Les personnes souffrant d’autisme sont ainsi faites. Elles peuvent se métamorphoser de jour en jour, presque d’heure en heure. Elles sont à la fois cruellement limitées, incapables d’accomplir des tâches qui devraient relever de l’évidence, et, en même temps, douées d’un potentiel surprenant. Elles montreront des capacités certaines au travers d’une activité qu’elles s’avéreront incapables d’effectuer le lendemain. Elles feront d’immenses progrès en piscine durant plusieurs semaines et refuseront un jour d’y entrer, sans même que l’on puisse deviner pourquoi.
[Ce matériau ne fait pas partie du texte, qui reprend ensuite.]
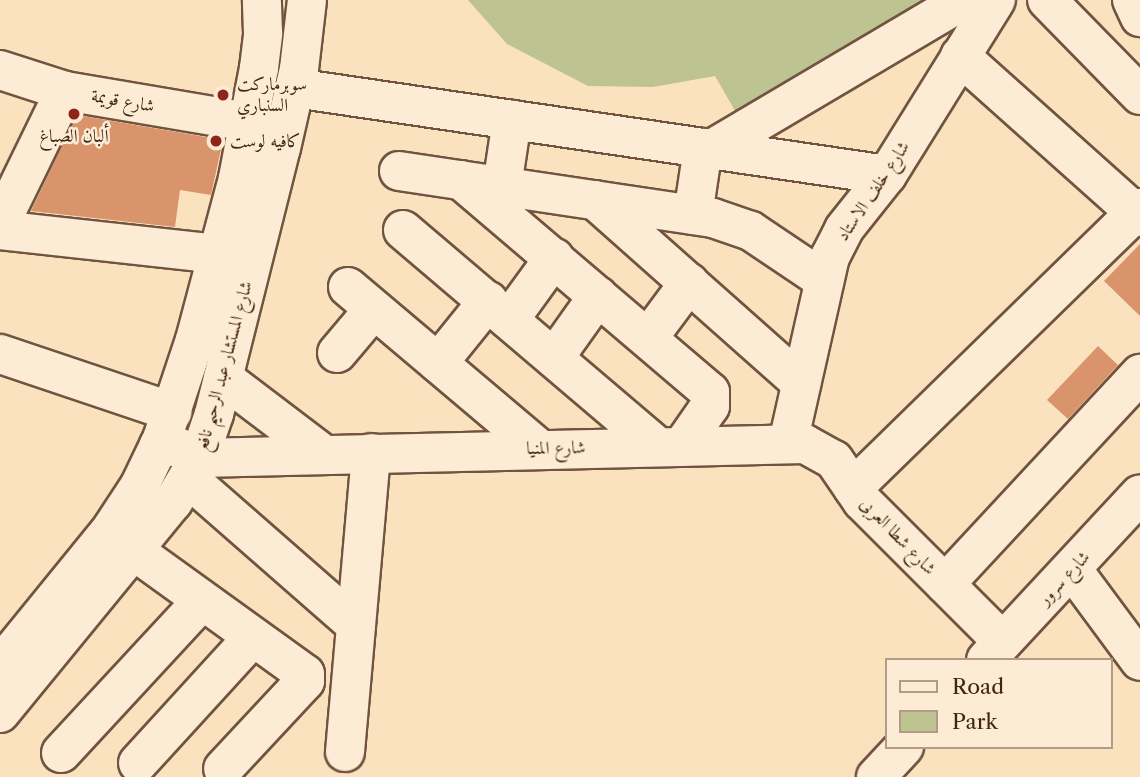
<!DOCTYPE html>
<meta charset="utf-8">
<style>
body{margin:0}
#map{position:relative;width:1140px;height:777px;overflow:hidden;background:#fbe2bf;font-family:"Libre Caslon Text",Amiri,serif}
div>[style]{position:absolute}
.green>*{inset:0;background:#bec392}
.building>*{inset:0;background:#da946c}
.roads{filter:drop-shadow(2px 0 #715440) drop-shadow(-2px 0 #715440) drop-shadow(0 2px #715440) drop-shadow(0 -2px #715440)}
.minor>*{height:38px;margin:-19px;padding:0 19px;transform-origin:19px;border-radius:19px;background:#fcecd5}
.dots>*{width:19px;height:19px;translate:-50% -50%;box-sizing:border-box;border:4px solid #fcecd5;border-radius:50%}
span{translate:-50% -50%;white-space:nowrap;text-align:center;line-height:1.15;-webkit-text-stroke:5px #fcecd5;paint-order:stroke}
.poi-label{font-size:18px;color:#432515}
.left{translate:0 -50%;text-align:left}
.street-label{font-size:18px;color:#432515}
.legend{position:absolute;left:885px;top:658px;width:228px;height:91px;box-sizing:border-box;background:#fcecd5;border:2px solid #b29c88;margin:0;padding:9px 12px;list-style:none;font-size:21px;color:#432515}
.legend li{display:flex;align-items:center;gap:14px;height:35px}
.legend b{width:35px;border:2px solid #b29c88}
</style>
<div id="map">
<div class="green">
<i style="clip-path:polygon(468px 0,943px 0,742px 123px,715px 76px,653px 87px,588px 86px,507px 44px)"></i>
</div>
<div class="building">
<i style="clip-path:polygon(77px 115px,223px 140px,211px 195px,180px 190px,175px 227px,31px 211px)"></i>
<i style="clip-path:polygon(1140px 244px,1140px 316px,1104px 281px)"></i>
<i style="clip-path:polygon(1098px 346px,1118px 365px,1068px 419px,1047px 400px)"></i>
</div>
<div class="roads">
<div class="minor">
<i style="left:1047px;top:0;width:133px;rotate:45.6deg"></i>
<i style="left:1132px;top:0;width:19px;rotate:65deg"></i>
<i style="left:960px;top:56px;width:241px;rotate:41.8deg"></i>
<i style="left:0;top:70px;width:68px;rotate:17.9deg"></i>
<i style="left:65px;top:91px;width:187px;rotate:9.6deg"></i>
<i style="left:295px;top:88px;width:598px;rotate:8.36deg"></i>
<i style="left:712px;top:149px;width:293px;rotate:-30.6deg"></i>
<i style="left:399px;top:171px;width:317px;rotate:8.5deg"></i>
<i style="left:713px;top:218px;width:40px;rotate:18.9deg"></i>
<i style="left:751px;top:231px;width:88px;rotate:33.9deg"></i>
<i style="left:461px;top:180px;width:327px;rotate:40.4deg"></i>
<i style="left:710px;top:392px;width:14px;rotate:90deg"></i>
<i style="left:710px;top:406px;width:47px;rotate:124.7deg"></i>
<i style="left:502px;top:186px;width:67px;rotate:-81.4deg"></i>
<i style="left:595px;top:200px;width:276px;rotate:41.6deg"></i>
<i style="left:693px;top:215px;width:68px;rotate:-81.5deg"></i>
<i style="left:0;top:224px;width:148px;rotate:-64deg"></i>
<i style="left:0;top:230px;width:220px;rotate:6.3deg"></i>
<i style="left:403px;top:230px;width:333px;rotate:40.4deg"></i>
<i style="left:348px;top:287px;width:251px;rotate:40.2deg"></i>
<i style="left:509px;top:320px;width:77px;rotate:-54deg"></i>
<i style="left:648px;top:338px;width:69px;rotate:-53.3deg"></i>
<i style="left:337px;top:353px;width:57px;rotate:-49.9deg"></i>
<i style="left:0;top:354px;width:182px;rotate:18.6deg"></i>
<i style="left:554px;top:358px;width:76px;rotate:-54.6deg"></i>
<i style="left:438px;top:363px;width:80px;rotate:-51.1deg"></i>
<i style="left:223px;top:378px;width:126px;rotate:37.2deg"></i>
<i style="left:788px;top:443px;width:191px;rotate:-77.3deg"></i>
<i style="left:830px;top:257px;width:31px;rotate:-63deg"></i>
<i style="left:844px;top:229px;width:69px;rotate:-51.5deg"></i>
<i style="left:887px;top:175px;width:206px;rotate:-58.1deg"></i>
<i style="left:159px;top:445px;width:21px;rotate:8deg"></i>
<i style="left:180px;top:448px;width:21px;rotate:28deg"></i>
<i style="left:199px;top:458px;width:606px;rotate:-1.32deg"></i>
<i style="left:805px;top:444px;width:33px;rotate:29deg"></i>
<i style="left:834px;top:460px;width:50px;rotate:55.7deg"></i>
<i style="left:862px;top:501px;width:199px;rotate:45deg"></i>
<i style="left:189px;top:479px;width:222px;rotate:41.2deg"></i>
<i style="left:853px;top:488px;width:401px;rotate:-44.3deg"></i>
<i style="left:133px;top:550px;width:212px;rotate:35.8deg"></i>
<i style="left:305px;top:674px;width:7px;rotate:90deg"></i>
<i style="left:305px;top:681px;width:120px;rotate:133deg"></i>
<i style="left:1072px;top:569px;width:114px;rotate:53.5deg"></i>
<i style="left:945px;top:584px;width:287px;rotate:-47.1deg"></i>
<i style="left:986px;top:660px;width:226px;rotate:-47.1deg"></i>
<i style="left:0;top:666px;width:178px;rotate:-50.9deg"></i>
<i style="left:112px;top:528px;width:51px;rotate:-56.9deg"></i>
<i style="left:140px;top:485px;width:51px;rotate:-64.4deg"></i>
<i style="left:162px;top:439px;width:104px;rotate:-71.6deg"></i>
<i style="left:195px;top:340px;width:168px;rotate:-75.1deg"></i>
<i style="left:238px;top:178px;width:112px;rotate:-79.2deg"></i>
<i style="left:259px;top:68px;width:35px;rotate:-83deg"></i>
<i style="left:263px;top:33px;width:33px;rotate:-92deg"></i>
<i style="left:0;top:713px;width:273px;rotate:-50.7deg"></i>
<i style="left:173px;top:502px;width:51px;rotate:-59.4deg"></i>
<i style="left:199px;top:458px;width:46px;rotate:-71.2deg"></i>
<i style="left:214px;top:414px;width:274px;rotate:-75.9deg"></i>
<i style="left:281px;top:148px;width:81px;rotate:-77.2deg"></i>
<i style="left:299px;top:69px;width:69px;rotate:-83.4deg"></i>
<i style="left:345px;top:752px;width:300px;rotate:-85deg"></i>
<i style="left:61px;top:753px;width:206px;rotate:-47.2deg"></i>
<i style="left:138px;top:763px;width:169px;rotate:-47.6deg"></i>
<i style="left:876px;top:777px;width:41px;rotate:-47deg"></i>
</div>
</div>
<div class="dots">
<i style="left:223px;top:95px;background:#8f2418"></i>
<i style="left:74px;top:114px;background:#8f2418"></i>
<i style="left:216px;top:141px;background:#8f2418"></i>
</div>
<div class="poi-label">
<span class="left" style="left:237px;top:95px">سوبرماركت<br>السنباري</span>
<span style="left:74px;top:136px">ألبان الصباغ</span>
<span class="left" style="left:230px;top:141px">كافيه لوست</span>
</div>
<div class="street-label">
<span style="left:123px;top:101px;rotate:10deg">شارع قويمة</span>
<span style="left:873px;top:191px;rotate:-56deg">شارع خلف الاستاد</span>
<span style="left:224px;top:366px;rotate:-75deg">شارع المستشار عبد الرحيم نافع</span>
<span style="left:556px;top:448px;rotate:-1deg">شارع المنيا</span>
<span style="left:898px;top:536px;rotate:46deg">شارع شطا العربى</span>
<span style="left:1064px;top:578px;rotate:-47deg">شارع سرور</span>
</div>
<ul class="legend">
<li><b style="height:9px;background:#fcecd5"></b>Road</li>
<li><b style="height:19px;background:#bec392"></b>Park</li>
</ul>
</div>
Alors, faut-il la construire cette fameuse piscine?

Une affaire de personnes, non d’infrastructures Que l’on dessine une maison ou que l’on redéfinisse les contours d’une institution, la démarche est la même: on désire savoir ce que l’on veut, ce dont on a besoin. On construira ce qui est utile, nécessaire et, par la suite, on en fera usage, on le «rentabilisera». Les parents d’enfants autistes n’entendent pas ce langage. Eux, depuis que leur enfant est tout petit, sont rompus aux changements, à l’imprévu. Ils ont l’habitude d’essayer, de tâtonner, d’acheter à grands frais du matériel qui, finalement, ne servira que peu, d’aménager inutilement une salle de jeu à des fins thérapeutiques pour se retrouver à utiliser la salle de bain… Ils savent que, souvent, il suffit de pas grand-chose, associé à beaucoup de patience, d’amour et de foi. Alors qu’attend-on d’une institution? Qu’elle ait un jardin potager, une piscine, des chambres avec télévision… qu’elle soit grande, petite? Peu importe. D’abord parce que l’enjeu tourne autour d’un état d’esprit et que celui-ci est difficile à programmer et à chiffrer. Il est affaire de personnes, non d’infrastructures. Les parents qui auront à confier un enfant souffrant d’autisme feront part d’un immense espoir: que leur enfant soit compris, rejoint, aimé.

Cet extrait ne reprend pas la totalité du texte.